Weddings and funerals are a little different, as those ceremonies are only provisionally about God, and mainly about a celebration or a reflection on life. I feel only mildly uncomfortable there, and (more importantly) have never felt that my presence made others uncomfortable.

<< Even if you see a net benefit (which I can't), wouldn't more be accomplished through dialogue? >>

There's a time and a place for everything. Another person's church is not the place to challenge their faith. It's a respect thing... I respect their right to worship in peace at church, without worrying about whether or not God is going to smite them for not killing the unbeliever in their midst in a Deutoronomy-style smackdown.

<< Here's the *real* kicker: We don't limit our presumptions simply to you, the person we have observed, we generalize our demeaning characterizations about you to all people we believe to be of your type. >>

There are so many layers of irony to this statement that I almost don't know where to start. You're making a generalization about how wrong it is to generalize.
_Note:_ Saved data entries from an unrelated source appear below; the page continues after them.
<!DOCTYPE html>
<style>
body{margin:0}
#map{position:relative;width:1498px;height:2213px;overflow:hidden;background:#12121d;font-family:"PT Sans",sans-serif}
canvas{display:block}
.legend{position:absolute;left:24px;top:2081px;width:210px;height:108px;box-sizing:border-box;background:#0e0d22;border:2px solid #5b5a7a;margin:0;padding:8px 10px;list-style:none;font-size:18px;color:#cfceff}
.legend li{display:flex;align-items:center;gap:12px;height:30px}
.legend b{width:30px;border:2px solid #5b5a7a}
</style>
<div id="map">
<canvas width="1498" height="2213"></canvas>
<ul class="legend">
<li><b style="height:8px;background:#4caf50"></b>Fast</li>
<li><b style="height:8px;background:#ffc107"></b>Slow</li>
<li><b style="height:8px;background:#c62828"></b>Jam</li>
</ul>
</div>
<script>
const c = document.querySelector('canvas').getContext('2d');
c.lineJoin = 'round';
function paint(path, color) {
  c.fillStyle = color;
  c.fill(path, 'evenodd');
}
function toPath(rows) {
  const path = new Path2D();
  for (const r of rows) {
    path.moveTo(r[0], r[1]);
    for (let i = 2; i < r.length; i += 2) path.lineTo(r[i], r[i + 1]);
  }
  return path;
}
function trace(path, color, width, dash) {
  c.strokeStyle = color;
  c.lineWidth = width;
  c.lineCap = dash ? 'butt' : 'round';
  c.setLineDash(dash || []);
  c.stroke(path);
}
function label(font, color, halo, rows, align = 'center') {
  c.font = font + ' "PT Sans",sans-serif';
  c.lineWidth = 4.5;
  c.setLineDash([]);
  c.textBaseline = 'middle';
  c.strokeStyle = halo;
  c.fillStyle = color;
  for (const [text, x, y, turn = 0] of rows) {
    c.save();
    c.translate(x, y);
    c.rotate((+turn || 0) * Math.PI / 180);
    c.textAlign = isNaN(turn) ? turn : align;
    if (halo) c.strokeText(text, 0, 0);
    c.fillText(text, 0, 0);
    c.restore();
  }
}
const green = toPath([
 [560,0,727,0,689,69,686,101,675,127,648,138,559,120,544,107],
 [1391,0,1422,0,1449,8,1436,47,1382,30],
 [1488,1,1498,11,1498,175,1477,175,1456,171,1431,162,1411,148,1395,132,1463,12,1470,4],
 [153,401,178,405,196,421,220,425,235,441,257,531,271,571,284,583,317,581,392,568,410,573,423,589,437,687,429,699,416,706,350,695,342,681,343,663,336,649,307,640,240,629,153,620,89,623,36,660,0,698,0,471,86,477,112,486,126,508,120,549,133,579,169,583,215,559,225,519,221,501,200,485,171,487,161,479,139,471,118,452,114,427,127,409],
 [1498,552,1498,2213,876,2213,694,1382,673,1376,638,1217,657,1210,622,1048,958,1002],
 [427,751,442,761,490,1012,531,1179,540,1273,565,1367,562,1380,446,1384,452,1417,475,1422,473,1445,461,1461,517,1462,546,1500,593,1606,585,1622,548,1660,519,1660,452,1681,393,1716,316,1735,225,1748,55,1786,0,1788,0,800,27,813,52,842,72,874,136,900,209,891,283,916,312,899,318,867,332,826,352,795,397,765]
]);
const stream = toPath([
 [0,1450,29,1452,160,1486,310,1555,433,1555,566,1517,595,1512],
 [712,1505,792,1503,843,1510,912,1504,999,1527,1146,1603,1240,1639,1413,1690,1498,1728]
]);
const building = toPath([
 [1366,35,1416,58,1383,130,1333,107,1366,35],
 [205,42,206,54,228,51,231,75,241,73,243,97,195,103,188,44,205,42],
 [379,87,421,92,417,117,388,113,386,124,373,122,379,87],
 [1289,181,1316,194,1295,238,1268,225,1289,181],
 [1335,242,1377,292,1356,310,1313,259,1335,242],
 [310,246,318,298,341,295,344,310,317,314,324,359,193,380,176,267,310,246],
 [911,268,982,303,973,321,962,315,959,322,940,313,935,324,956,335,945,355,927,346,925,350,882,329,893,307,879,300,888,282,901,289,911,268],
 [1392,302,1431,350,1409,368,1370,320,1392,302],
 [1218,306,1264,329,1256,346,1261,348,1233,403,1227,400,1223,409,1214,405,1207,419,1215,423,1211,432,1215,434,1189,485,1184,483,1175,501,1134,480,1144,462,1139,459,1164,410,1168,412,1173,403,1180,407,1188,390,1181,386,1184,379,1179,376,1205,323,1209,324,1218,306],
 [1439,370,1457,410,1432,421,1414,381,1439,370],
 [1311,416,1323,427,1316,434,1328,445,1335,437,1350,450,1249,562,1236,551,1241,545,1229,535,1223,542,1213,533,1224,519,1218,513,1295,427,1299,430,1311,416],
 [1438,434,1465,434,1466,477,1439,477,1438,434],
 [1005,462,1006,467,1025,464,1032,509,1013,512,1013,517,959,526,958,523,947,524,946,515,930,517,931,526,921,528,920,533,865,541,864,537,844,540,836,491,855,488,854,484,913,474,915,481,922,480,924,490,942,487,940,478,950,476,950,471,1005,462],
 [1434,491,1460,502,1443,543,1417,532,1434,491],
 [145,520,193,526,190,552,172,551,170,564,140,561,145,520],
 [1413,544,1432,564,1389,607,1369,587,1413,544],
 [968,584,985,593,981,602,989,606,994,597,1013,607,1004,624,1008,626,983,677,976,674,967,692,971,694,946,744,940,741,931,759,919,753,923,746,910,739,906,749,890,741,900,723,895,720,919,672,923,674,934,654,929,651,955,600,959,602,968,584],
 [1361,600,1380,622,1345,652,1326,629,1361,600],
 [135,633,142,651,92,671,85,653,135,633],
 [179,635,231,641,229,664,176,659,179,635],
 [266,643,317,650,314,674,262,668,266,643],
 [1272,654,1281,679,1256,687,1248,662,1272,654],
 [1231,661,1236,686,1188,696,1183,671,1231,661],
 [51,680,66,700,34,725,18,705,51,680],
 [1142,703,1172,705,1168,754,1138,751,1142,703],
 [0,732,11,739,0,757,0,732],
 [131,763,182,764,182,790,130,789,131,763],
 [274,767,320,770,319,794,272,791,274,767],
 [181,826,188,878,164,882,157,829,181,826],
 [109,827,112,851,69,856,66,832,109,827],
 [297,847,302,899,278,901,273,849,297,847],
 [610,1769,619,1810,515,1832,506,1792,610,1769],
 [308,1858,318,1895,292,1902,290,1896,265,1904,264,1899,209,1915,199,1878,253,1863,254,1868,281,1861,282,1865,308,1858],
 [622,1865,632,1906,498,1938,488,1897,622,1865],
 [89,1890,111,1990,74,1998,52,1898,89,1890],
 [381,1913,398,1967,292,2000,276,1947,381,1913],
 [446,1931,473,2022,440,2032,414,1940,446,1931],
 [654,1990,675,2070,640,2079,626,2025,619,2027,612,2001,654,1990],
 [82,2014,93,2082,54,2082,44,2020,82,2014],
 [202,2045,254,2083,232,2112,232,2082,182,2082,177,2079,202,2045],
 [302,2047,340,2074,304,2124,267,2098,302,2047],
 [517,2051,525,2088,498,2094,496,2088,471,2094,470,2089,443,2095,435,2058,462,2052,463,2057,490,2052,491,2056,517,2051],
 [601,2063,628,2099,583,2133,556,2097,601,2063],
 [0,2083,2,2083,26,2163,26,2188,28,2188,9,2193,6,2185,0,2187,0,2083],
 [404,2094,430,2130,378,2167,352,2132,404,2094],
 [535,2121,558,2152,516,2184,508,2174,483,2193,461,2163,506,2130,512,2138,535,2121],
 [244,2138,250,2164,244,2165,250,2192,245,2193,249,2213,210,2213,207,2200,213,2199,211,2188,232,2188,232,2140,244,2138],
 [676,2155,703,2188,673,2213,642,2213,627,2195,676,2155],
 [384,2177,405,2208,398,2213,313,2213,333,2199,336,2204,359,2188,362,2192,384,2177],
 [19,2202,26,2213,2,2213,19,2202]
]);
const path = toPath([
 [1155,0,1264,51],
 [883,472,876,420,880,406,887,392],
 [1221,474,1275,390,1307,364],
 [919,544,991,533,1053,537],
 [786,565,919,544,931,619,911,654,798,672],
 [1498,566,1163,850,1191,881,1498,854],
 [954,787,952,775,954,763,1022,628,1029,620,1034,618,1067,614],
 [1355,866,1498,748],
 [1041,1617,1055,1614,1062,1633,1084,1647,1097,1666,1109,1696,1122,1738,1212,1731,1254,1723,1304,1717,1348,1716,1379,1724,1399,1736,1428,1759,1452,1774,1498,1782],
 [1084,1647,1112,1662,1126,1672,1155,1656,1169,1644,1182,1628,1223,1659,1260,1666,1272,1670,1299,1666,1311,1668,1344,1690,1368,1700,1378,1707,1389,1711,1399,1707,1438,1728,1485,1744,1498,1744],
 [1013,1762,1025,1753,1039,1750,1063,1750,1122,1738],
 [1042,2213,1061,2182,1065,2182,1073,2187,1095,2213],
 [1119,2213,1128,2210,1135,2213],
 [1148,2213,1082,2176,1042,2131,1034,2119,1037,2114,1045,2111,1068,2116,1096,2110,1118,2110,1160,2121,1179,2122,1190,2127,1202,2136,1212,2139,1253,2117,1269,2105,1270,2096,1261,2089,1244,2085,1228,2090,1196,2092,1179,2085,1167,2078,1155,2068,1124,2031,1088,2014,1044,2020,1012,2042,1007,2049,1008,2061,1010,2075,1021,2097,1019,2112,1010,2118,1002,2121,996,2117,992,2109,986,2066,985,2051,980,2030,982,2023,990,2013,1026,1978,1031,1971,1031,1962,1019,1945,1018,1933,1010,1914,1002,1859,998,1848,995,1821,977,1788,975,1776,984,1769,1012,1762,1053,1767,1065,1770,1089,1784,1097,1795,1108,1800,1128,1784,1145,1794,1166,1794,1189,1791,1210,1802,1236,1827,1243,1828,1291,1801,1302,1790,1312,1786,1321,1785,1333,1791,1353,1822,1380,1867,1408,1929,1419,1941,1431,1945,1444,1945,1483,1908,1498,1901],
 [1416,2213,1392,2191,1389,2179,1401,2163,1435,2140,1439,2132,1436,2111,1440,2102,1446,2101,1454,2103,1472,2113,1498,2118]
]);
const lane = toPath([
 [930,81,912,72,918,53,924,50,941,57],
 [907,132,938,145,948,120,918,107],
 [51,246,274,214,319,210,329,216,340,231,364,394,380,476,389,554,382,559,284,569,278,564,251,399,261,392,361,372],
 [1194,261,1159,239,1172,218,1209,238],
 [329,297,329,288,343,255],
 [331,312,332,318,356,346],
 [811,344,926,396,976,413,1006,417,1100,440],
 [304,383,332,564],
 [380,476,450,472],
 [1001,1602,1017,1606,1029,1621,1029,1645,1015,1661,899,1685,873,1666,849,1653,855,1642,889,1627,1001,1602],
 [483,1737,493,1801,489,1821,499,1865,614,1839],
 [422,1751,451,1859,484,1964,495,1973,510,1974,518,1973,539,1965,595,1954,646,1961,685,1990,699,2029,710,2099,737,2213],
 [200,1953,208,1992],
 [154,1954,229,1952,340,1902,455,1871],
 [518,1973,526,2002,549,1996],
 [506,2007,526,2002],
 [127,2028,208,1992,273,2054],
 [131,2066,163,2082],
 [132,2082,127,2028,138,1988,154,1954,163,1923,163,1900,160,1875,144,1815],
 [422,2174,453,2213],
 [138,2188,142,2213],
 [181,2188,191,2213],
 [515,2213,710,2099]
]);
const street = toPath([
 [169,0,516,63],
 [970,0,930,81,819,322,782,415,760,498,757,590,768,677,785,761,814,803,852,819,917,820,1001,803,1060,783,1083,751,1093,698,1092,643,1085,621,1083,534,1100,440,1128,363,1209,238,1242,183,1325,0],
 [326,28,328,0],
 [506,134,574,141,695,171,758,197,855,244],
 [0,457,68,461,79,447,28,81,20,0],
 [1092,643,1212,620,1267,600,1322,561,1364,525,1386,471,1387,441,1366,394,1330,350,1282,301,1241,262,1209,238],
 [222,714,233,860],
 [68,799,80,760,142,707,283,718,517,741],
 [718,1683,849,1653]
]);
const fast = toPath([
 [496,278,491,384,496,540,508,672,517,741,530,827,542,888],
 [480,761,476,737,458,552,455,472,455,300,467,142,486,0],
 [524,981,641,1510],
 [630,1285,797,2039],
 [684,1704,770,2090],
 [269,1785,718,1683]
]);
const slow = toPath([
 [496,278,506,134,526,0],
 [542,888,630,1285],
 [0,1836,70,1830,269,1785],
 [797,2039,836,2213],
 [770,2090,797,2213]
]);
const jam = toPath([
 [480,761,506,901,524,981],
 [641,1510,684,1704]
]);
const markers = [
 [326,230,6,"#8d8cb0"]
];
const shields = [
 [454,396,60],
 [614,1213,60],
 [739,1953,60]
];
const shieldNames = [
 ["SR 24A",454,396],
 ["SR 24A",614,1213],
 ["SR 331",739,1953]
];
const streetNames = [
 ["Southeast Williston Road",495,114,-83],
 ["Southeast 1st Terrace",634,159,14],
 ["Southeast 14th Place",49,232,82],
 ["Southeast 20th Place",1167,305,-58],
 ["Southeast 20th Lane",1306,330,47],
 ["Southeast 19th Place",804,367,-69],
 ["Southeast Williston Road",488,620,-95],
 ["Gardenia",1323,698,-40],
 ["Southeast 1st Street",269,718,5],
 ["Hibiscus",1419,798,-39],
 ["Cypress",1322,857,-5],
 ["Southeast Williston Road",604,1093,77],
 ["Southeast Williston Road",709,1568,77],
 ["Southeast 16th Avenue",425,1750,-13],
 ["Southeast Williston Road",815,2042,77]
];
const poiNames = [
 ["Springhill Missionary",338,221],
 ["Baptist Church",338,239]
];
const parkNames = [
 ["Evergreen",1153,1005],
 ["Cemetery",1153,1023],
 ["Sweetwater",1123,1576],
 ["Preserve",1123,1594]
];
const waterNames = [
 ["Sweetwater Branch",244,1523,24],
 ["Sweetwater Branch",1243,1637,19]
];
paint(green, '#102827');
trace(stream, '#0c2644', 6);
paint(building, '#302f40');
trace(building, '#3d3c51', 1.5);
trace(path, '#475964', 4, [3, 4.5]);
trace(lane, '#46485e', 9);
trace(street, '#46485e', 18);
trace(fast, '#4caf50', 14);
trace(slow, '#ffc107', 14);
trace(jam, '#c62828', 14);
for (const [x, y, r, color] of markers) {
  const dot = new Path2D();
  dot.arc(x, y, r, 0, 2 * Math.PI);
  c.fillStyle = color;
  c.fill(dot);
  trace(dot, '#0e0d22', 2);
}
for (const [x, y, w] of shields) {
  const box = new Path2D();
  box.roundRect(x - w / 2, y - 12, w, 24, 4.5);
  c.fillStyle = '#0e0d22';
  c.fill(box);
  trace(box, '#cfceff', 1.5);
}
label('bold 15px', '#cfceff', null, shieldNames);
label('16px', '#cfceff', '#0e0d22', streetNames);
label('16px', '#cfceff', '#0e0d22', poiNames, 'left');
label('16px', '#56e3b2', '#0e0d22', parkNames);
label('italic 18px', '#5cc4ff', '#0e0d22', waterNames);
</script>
Perhaps it would be helpful to begin by saying that there is indeed a subset of Christian Americans that could be readily described with the words "Likely to Bomb Abortion Clinics." It may also help to point out that Sapient and Dr. Dawkins no doubt hear from them on a regular basis. It would be simply freakish if they didn't discuss this phenomenon, but instead pretended that this group didn't exist. The part of the show that made you cringe was inspired specifically by mailbags that you probably wouldn't enjoy reading, with letters from this very intellectually challenged subset of our culture, filled with threats and swear words in the name of God.

Are you seriously saying that we shouldn't say anything about this type of behavior and what causes it? Or that we should treat these individuals with respect that they do not deserve?

<< You seem to be confirming my worst fear, which is that you see rational discussion as simply one of many *methods* in a strategic power struggle, rather than seeing it as the goal itself. >>

Life itself is a strategic power struggle, and every choice we make has elements of the same. Different responses are appropriate at different times, but in the end the goal is to feel good about the decisions we make and know that they were the best ones that we could have made at the time.

Bottom line: If playing the "bad cop" doesn't feel right to you, don't do it. But don't automatically assume that there is no place for it in the dialogue. I owe a debt of gratitude to the people who sat me down in front of the mirror, took off my rose colored glasses, and crushed them mercilessly with a debate that made me very uncomfortable. It took me months to recover, but I'm a much happier person for it.